A new smash hit with a subjunctive benefit


Hey, my title rhymes. :-D


Luis Fonsi has a new(ish) song out that actually hit the Billboard Top 100. It's kind of slow but very catchy. The song is called No Me Doy Por Vencido, and incidentally the video is pretty good too (and 100% legal, yay!). In one part in the chorus, the verb 'buscar' triggers 3 subjunctive verbs because he doesn't know if the woman he's looking for exists or not. Enjoy it and share!

El campesino y la princesa (a Spanish 3 story test, with a bit of subjunctive)

Today I gave my 3rd quarter story test in Spanish 3. It's about a peasant and a princess who get married despite the facts that they just met and her father doesn't approve. It uses a lot of the vocab we've worked on in Spanish 3 this quarter. There's a mistake on the question part--I left a de out I think--but if there's anything else I blame it on sleep deprivation, lol.

03 February 2009

Equipping and informing, for free

It greatly bothers me how history books, history classes, and the daily news sources largely ignore Latin America. Car bombings and such in Iraq make headline news all the time because we're involved and that somehow makes them more important than such things that have become commonplace in Colombia because of a more than 40-year civil war waged by terrorists. That magnificent rescue of Betancourt and the other hostages in July--how many people even heard about that, much less could carry on a conversation about it?

My students can, especially my Spanish 3 students. They could talk to you intelligently (well, most of them, lol) about who Betancourt was, when she was kidnapped, the events leading up to the rescue and the rescue itself. They can discuss the relationships among Bush, Uribe, and Chávez.

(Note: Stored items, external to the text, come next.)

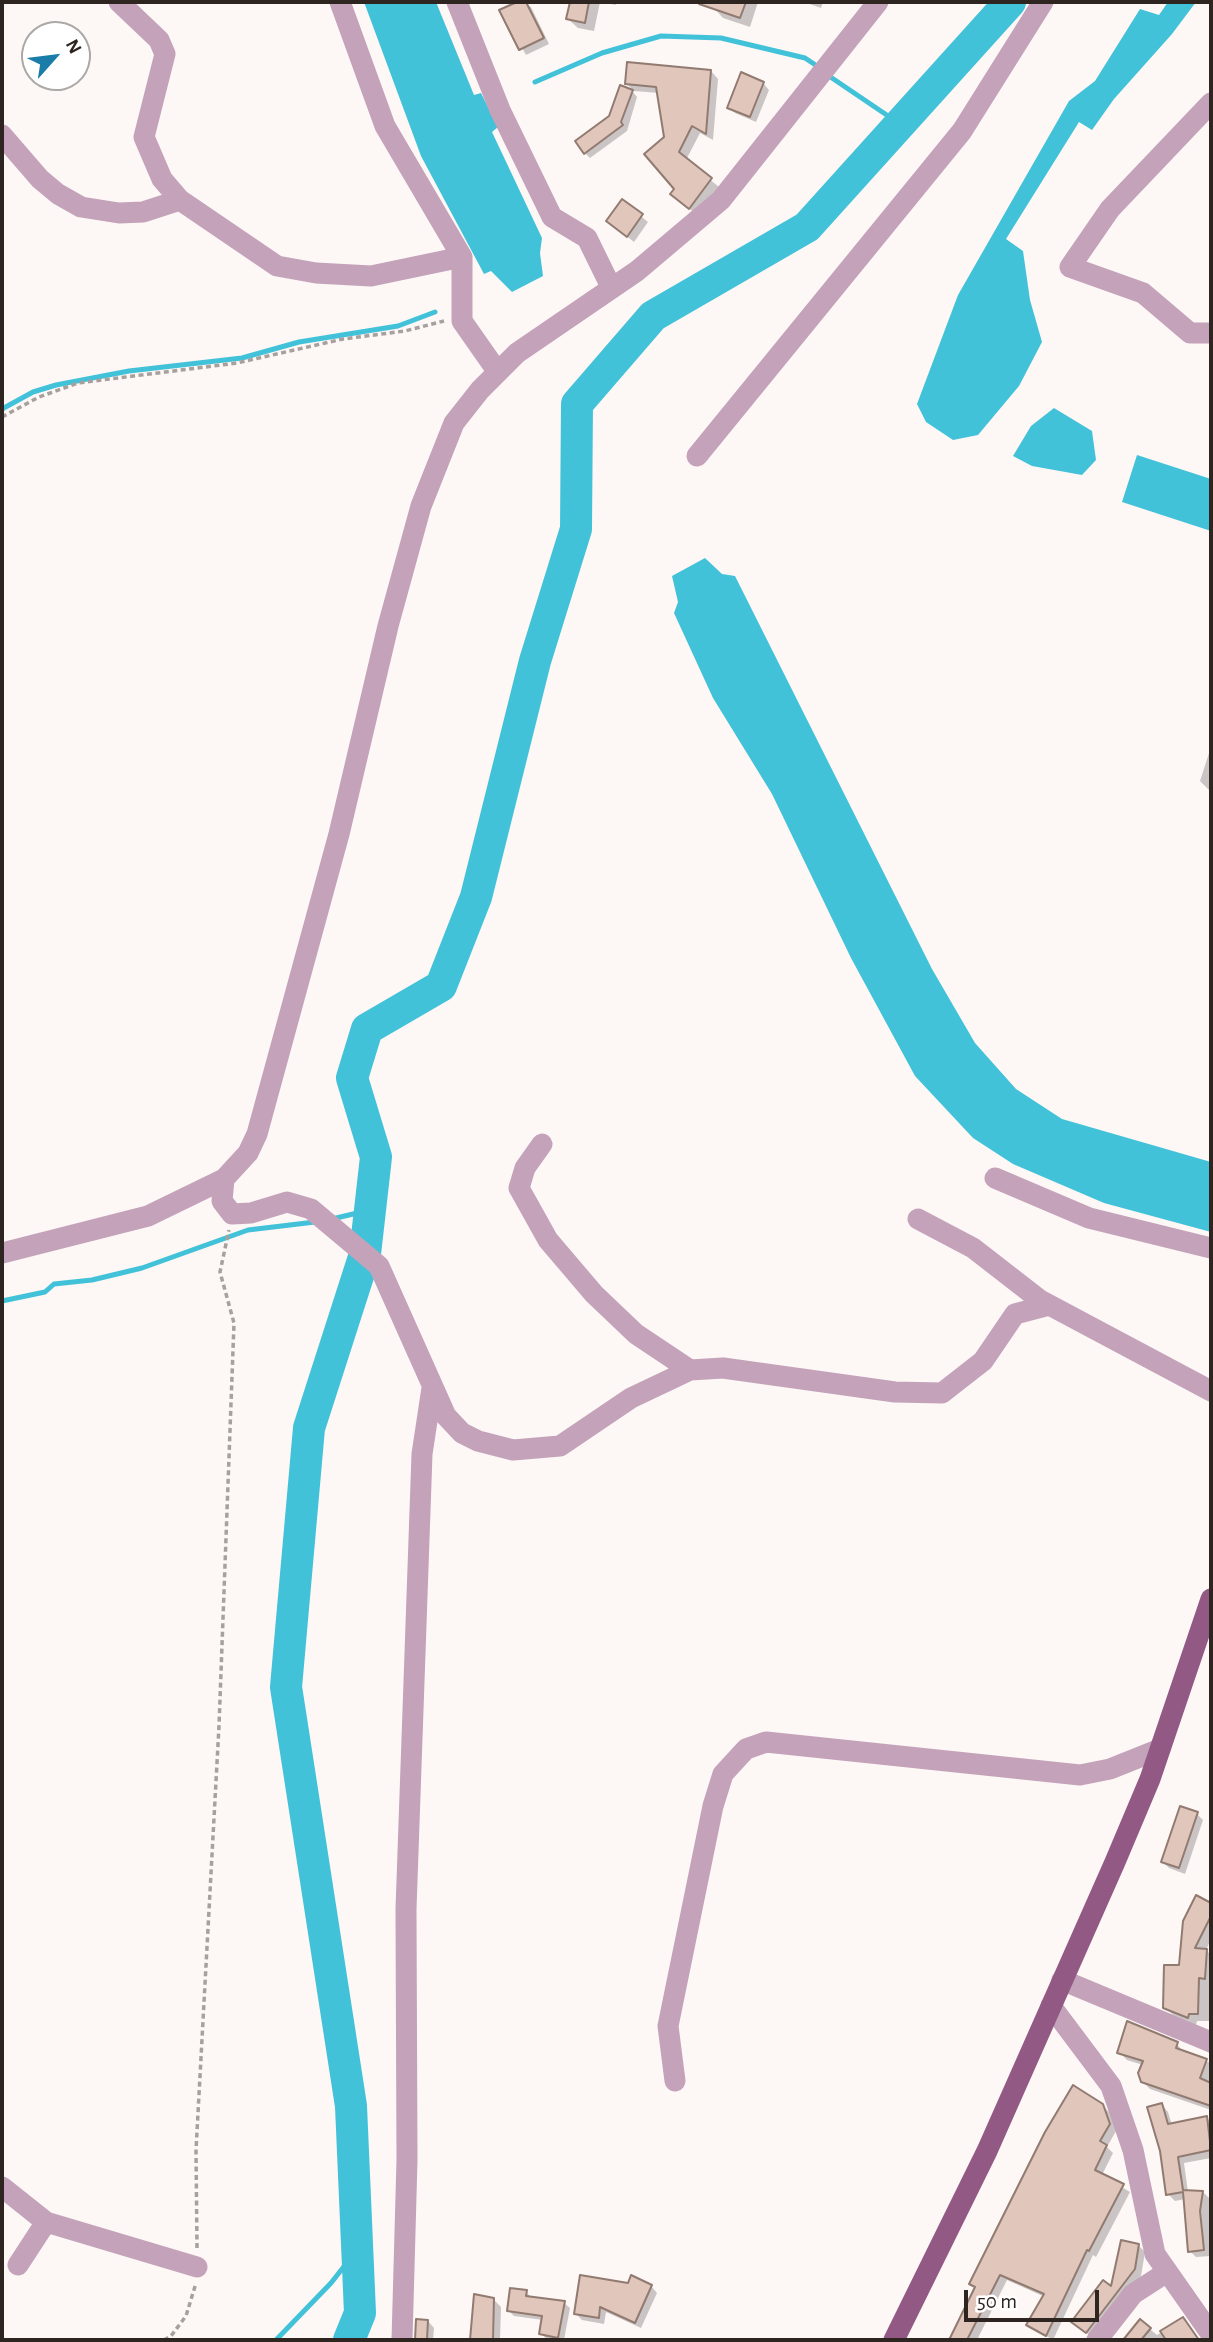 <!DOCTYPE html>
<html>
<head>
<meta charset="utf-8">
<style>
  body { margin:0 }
  #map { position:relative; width:1213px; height:2342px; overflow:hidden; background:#fdf7f5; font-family:"Alegreya Sans",sans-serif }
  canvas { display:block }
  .frame { position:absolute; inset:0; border:4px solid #2e2521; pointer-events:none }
  .north { position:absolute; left:21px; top:21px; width:70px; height:70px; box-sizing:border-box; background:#fff; border:2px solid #aba8a6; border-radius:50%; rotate:62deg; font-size:19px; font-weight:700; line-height:28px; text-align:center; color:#2e2521 }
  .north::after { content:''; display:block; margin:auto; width:24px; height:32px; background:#1a7da9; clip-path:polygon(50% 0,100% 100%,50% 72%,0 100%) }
  .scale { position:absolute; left:964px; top:2290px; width:135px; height:32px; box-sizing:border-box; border:4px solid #2e2521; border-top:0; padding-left:9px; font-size:21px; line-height:24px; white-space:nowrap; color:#2e2521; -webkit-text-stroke:5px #fff; paint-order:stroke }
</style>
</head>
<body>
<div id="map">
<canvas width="1213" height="2342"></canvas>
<div class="frame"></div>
<div class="north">N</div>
<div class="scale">50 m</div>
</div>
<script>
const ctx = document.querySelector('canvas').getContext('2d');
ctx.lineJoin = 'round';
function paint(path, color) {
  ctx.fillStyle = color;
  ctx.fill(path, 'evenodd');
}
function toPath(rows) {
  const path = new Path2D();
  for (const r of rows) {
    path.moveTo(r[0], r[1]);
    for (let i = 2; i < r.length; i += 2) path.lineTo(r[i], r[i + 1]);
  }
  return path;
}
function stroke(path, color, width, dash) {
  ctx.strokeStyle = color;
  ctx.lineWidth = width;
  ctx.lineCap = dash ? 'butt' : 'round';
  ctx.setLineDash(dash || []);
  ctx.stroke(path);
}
paint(toPath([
  [364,2,436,2,474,95,481,93,498,127,492,132,542,238,540,253,543,276,512,292,491,271,484,274,421,156],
  [1168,2,1196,2,1172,34,1114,99,1092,130,1079,122,1006,239,1023,251,1030,300,1042,342,1019,386,978,435,953,440,926,422,917,404,958,295,1069,101,1095,81,1140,9,1159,15],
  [1054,408,1092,431,1096,460,1082,475,1032,466,1013,456,1031,426],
  [1137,455,1211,479,1211,531,1122,502],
  [705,558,722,574,735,576,932,969,975,1043,1016,1089,1062,1119,1211,1162,1211,1232,1104,1203,1013,1164,973,1138,915,1076,851,958,772,794,713,698,674,613,678,602,672,576]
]), '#42c2d9');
paint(toPath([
  [521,2,531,7,549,44,526,55,502,11],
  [571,2,617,2,616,5,600,2,594,31,578,28,568,19],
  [709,2,758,2,750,27,723,18,714,8,715,4],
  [804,2,823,2,821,8],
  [711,71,718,79,713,140,700,133,686,160,719,187,697,215,680,201,659,93,634,91,627,84],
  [763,83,769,90,756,122,735,113,729,107],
  [632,91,637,97,627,131,590,158,585,153],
  [622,201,648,222,634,242,615,227],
  [1211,747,1211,792,1200,781],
  [1197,1814,1203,1820,1185,1874,1169,1868,1163,1862],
  [1197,1898,1211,1905,1211,1939,1206,1950,1211,1955,1211,2021,1197,2021,1196,2025,1173,2015,1165,2007,1181,1967],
  [1177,2044,1184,2053,1211,2063,1211,2110,1150,2089,1142,2081,1143,2065,1127,2060,1119,2052],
  [1102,2105,1109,2112,1116,2131,1107,2147,1113,2153,1102,2175,1130,2192,1096,2257,1093,2255,1053,2340,1028,2325,1045,2297,1007,2280,977,2340,951,2340,976,2289,971,2284],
  [1162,2105,1168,2112,1172,2125,1207,2118,1211,2123,1211,2158,1184,2163,1188,2192,1203,2192,1211,2200,1211,2256,1196,2257,1190,2251,1185,2199,1175,2201,1168,2194],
  [1139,2246,1145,2252,1141,2276,1093,2338,1079,2328,1112,2288],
  [651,2286,657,2293,641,2328,606,2312,604,2324,582,2320,576,2314],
  [526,2292,532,2298,564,2303,570,2308,564,2340,547,2339,541,2334,543,2320,514,2316,508,2310],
  [475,2296,493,2299,501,2307,500,2340,472,2340],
  [1183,2319,1199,2340,1126,2340,1140,2321,1157,2335],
  [417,2321,428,2321,434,2328,433,2340,416,2340]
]), '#0003');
stroke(toPath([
  [829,76,900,124],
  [535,82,602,53,661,36,721,38,805,58,817,66],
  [2,409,33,392,56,385,129,371,242,358,299,342,398,326,435,312],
  [332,1219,370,1210],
  [2,1301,45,1292,54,1284,92,1280,142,1268,248,1230,315,1222],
  [276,2340,331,2283,357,2250]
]), '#42c2d9', 5);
stroke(toPath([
  [349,2340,360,2313,351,2106,286,1687,309,1428,365,1254,376,1157,352,1078,367,1029,441,986,476,897,535,661,576,529,577,404,653,316,807,227,1010,2]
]), '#42c2d9', 32);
const building = toPath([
  [517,2,526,2,544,38,519,50,499,10,517,2],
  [570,2,589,2,585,23,566,19,570,2],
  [699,2,746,2,740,18,699,4,699,2],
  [627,62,711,70,706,134,692,126,679,152,712,178,689,209,670,194,674,189,644,154,664,137,656,87,625,84,627,62],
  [741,72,764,82,750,117,727,108,741,72],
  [620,85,633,90,621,122,623,125,584,154,575,141,609,116,620,85],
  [622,199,643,214,627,237,606,221,622,199],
  [1180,1806,1198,1812,1179,1868,1161,1862,1180,1806],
  [1196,1895,1211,1903,1211,1916,1195,1948,1207,1949,1205,1979,1199,1978,1198,2014,1189,2014,1188,2018,1163,2008,1164,1965,1179,1965,1183,1921,1196,1895],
  [1127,2021,1178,2042,1176,2048,1207,2059,1200,2078,1211,2083,1211,2106,1141,2082,1138,2073,1143,2061,1117,2053,1127,2021],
  [1073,2085,1103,2104,1110,2124,1100,2141,1107,2145,1095,2170,1124,2184,1089,2251,1087,2250,1046,2336,1026,2325,1044,2294,1000,2275,967,2340,949,2340,975,2287,969,2284,1045,2132,1073,2085],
  [1162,2103,1168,2124,1207,2116,1211,2150,1178,2157,1183,2190,1203,2191,1200,2211,1204,2250,1188,2252,1183,2192,1166,2195,1160,2151,1147,2107,1162,2103],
  [1121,2240,1139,2244,1135,2269,1086,2333,1071,2322,1103,2280,1111,2286,1121,2240],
  [580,2275,628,2283,631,2275,652,2285,635,2323,600,2307,599,2318,574,2314,580,2275],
  [510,2288,527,2290,526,2296,565,2301,558,2338,539,2334,542,2316,507,2311,510,2288],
  [474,2294,494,2298,493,2340,470,2340,474,2294],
  [1183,2317,1199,2340,1166,2340,1160,2331,1183,2317],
  [416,2319,428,2320,427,2340,415,2340,416,2319],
  [1140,2319,1151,2328,1141,2340,1123,2340,1140,2319]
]);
paint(building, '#e0c6bb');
stroke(building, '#917a70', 2);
stroke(toPath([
  [2,417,39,397,78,383,237,363,343,339,405,331,444,321],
  [197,2248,196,2150,219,1726,234,1323,220,1272,229,1230],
  [164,2340,171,2336,186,2316,196,2283]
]), '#a7a09d', 3.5, [5, 3.5]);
stroke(toPath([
  [119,2,159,40,165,54,144,137,162,179,180,200,277,266,316,273,371,276,462,257],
  [340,2,385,126,462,257,462,321,497,371],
  [457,2,500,110,552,217,587,238,611,287],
  [1211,103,1110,209,1070,267,1143,293,1190,333,1211,333],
  [2,135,40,179,58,194,81,207,119,213,143,212,180,200],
  [697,456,962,131,1043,2],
  [542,1144,525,1168,519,1188,548,1240,594,1294,636,1334,690,1370,723,1368,895,1392,942,1393,983,1361,1015,1314,1049,1305],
  [995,1178,1089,1218,1211,1248],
  [224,1179,222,1201,232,1214,251,1213,287,1202,311,1209,379,1266,446,1416,462,1433,478,1441,513,1450,560,1446,631,1398,690,1370],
  [918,1219,973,1248,1040,1300,1211,1391],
  [2,1253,148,1216,224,1179,248,1153,257,1134,339,834,388,626,421,506,454,423,480,390,517,353,637,271,721,200,878,2],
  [1062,1980,1211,2042],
  [1051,2006,1111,2086,1133,2150,1155,2254,1211,2334],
  [675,2081,668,2026,713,1806,723,1774,746,1749,766,1742,1080,1775,1110,1769,1160,1749],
  [2,2187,46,2222,197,2267],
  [18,2265,46,2222],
  [402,2340,407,2160,406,1909,422,1454,432,1388],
  [1097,2340,1133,2294,1167,2272]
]), '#c3a2ba', 21);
stroke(toPath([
  [894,2340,987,2151,1115,1862,1150,1779,1211,1599]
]), '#925985', 21);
</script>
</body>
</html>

Ah, Chávez. One of our favorite topics. My Spanish 3 students call him Mr. Danger because of this video. PBS recently did a quite good, relatively unbiased documentary on him called the Chavez Show (for Frontline). And guess what-- thank you PBS, it's available free online, in Spanish! I got a catalog yesterday for documentaries related to the Spanish world, and most of them are between $800-2000, or at least $100 per episode, sometimes as short as 15 minutes each. I don't know about you, but even if my school had that kind of money to throw around, I'd rather they spent it buying me a Smart board or more children's books in Spanish. So go watch El Show de Chávez and show it to your students. Let's do what the newspeople aren't doing and equip them to face the ENTIRE world around them.

03 October 2008

Reading in Spanish 3


I firmly believe that the best way to acquire new vocabulary is to hear it or read it, in context, in multiple contexts, many times. So, personally, I read in Spanish whenever I have the time. I rarely read fiction in English. This year I've been really in to Isabel Allende's Zorro and Inés del Alma Mía and García Marquez--specifically, Noticia de un secuestro, and now I'm reading Amor en los tiempos de cólera.


Along that line of thinking, my Spanish 3 students also read. I dislike asking them to read/view things that are decidedly American (especially WASP American) that were translated into Spanish. If we're really dedicated to all the 5 C's, we need to include stuff that's culturally rich and relevant. So, in the fall of Spanish 3 we read Cajas de cartón, Francisco Jimenez's story of how he came to the U.S. as an illegal child immigrant with his family in the 1950's. The students take a quiz over each chapter as the semester progresses, and then once a quarter I add up the grades for a test grade. In case anyone might find them useful and/or have constructive comments, I'll probably upload my quizzes for the book soon. So far I've only written them for chapters 1-5.


In case you're interested, the book we'll read in the Spring is Esperanza renace by Pam Muñoz Ryan, also an immigrant child story but from a different time and perspective (think "The Little Princess" for a Mexican aristocrat's daughter). The book I'm looking at for AP next year is Ciudad de las bestias by Allende. (I'm not sure my students will be ready for Zorro or I'd pick that one.)